Bukavu, 31 mars 2025- La conquête de la ville de Bukavu et l’aéroport de Kavumu par L’AFC-M23 a plongé des populations de certaines entités de la province du Sud-Kivu dans la misère et la vulnérabilité.
C’est le cas d’Uvira, Shabunda, Fizi et même Bukavu qui sont aujourd’hui étouffées suite à la fermeture des banques, l’insécurité grandissante sans précédent, l’interruption des voyages ainsi que la rupture du trafic routier.
Depuis l’arrivée à Kavumu des rebelles AFC-M23, le vol d’avions à destination de Shabunda a été interrompu coupant ainsi le chef-lieu de la province, de cette entité dont le trafic routier est toujours impossible. Shabunda est pourtant un territoire dépendant de denrées alimentaires et autres produits de première nécessité provenant uniquement de Bukavu. Maintenant qu’il est impossible de voyager de Bukavu vers Shabunda et vice-versa, les populations se trouvent actuellement en difficulté de survivre.

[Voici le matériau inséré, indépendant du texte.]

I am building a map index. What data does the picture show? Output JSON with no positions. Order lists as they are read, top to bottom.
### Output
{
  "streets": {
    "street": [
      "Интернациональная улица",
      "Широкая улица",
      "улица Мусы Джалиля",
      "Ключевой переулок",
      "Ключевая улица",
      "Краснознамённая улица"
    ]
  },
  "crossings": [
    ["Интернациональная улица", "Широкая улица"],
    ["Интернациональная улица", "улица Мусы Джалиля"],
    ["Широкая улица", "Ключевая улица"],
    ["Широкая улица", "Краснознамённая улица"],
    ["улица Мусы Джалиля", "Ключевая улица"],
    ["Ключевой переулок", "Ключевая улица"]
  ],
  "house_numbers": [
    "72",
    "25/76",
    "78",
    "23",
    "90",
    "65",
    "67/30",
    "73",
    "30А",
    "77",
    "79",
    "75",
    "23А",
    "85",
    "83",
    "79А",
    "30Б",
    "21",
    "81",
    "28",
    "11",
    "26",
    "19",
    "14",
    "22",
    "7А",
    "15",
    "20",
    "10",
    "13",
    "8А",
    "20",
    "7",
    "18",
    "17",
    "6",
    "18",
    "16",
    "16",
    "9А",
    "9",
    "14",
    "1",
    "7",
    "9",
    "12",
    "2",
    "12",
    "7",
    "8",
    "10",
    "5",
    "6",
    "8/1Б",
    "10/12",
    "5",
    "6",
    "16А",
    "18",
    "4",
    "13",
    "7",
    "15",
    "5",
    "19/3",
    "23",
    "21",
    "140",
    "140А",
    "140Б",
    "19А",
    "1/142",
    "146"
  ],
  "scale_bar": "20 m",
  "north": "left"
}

Il en est de même pour le territoire d’Uvira où a été délocalisé d’ailleurs le gouvernorat de la province du Sud-kivu à la suite de la conquête de Bukavu.
A l’intérieur comme dans la ville de cette entité, les effets de la guerre se font sentir. Des cas de malades de choléra se sont accentués faisant ainsi des morts. La pénurie de médicaments suivi de flambée des prix liés à la rupture du trafic entre Bukavu et la deuxième ville de la province est déploré par le mouvement Machozi Ya Rahiya.
Cette plateforme de la société civile alerte ainsi sur le risque dans lequel se trouve la population d’Uvira depuis quelques mois par manque des médicaments.
Cunvi Ya Rahiya déplore également l’insécurité croissante ainsi que des défis liés aux plans juridique, économique, social, etc suite à l’interruption des échanges des biens et de services entre Bukavu et Uvira, la route nationale numéro 5 n’étant pas favorable au déplacement des personnes craignant pour leur vie.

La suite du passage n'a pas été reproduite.